REQUIRED ACTION: Would you please return the lines of the entries below starting at the line that has "position:absolute; inset:0; border:10px" and ending at the line that has "function drawText(font, color, halo, rows, align", both included, exactly as they are?

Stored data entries
------------------------
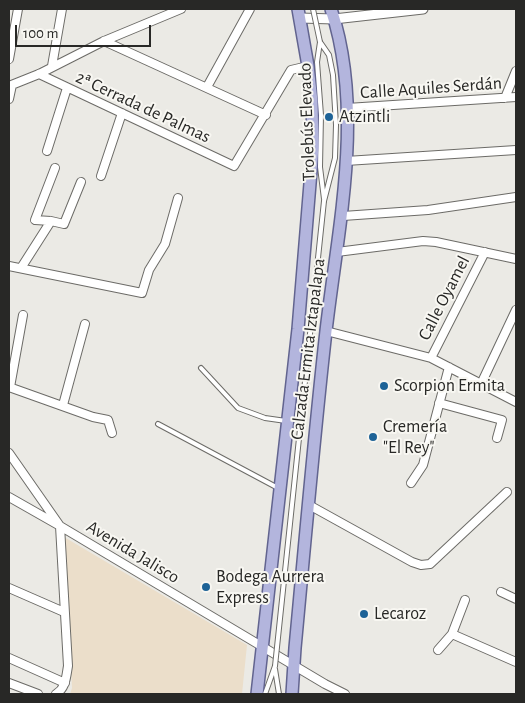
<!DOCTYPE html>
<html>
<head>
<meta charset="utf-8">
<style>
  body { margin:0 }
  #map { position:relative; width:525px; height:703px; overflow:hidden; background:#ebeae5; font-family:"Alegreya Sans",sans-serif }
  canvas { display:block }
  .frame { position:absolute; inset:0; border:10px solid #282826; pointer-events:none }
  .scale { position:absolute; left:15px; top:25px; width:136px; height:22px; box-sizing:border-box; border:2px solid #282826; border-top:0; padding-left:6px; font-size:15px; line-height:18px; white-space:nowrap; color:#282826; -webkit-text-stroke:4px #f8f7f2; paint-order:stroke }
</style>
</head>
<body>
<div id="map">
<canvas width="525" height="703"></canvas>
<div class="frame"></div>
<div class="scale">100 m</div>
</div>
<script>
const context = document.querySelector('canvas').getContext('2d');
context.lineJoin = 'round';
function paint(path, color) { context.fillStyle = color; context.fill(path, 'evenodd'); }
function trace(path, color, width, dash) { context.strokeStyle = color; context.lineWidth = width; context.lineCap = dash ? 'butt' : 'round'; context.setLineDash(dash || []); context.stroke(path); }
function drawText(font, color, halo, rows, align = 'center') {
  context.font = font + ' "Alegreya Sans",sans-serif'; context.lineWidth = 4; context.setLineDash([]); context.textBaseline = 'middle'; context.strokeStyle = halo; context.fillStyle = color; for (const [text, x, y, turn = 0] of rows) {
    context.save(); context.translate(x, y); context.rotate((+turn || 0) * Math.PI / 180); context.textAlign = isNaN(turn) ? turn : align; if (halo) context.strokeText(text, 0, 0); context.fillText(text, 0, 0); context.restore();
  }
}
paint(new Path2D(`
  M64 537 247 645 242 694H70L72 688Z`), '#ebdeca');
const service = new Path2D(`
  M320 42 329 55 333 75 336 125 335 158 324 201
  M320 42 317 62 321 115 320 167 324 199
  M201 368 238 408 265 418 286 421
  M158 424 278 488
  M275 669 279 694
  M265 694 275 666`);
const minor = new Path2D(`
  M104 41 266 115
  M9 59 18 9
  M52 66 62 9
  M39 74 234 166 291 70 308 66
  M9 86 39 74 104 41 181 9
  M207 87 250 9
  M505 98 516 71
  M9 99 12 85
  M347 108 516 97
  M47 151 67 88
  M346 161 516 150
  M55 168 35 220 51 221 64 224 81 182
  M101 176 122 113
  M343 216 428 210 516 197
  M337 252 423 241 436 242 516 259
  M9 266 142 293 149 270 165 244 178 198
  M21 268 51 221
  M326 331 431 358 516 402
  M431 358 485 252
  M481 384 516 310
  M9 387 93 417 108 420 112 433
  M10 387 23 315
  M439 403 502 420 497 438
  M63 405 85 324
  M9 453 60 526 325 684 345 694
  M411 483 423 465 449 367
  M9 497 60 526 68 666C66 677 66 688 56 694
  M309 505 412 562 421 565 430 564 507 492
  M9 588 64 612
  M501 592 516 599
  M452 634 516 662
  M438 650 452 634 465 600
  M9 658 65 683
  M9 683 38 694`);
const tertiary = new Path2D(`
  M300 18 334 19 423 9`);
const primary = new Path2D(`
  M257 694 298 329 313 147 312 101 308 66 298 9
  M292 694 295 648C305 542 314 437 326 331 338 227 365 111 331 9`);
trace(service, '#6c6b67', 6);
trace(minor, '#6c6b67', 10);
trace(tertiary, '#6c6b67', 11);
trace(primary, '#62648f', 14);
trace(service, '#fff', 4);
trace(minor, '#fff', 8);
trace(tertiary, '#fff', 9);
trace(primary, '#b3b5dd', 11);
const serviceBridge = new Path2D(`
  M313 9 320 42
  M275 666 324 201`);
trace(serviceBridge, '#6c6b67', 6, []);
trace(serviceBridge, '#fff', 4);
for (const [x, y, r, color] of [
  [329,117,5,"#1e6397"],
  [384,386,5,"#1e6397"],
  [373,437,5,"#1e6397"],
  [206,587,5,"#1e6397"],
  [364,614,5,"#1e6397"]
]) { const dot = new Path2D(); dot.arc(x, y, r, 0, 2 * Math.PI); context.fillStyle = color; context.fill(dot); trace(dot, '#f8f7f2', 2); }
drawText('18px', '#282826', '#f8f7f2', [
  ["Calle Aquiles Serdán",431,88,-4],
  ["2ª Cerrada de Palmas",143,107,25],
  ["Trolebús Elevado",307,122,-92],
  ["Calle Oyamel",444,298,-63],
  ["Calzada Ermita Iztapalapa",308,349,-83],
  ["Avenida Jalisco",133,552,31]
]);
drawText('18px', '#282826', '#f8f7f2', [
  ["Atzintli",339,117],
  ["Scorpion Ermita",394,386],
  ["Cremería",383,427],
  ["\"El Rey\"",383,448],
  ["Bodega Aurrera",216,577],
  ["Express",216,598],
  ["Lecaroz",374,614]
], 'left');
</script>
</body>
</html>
------------------------
RESPONSE:
  .frame { position:absolute; inset:0; border:10px solid #282826; pointer-events:none }
  .scale { position:absolute; left:15px; top:25px; width:136px; height:22px; box-sizing:border-box; border:2px solid #282826; border-top:0; padding-left:6px; font-size:15px; line-height:18px; white-space:nowrap; color:#282826; -webkit-text-stroke:4px #f8f7f2; paint-order:stroke }
</style>
</head>
<body>
<div id="map">
<canvas width="525" height="703"></canvas>
<div class="frame"></div>
<div class="scale">100 m</div>
</div>
<script>
const context = document.querySelector('canvas').getContext('2d');
context.lineJoin = 'round';
function paint(path, color) { context.fillStyle = color; context.fill(path, 'evenodd'); }
function trace(path, color, width, dash) { context.strokeStyle = color; context.lineWidth = width; context.lineCap = dash ? 'butt' : 'round'; context.setLineDash(dash || []); context.stroke(path); }
function drawText(font, color, halo, rows, align = 'center') {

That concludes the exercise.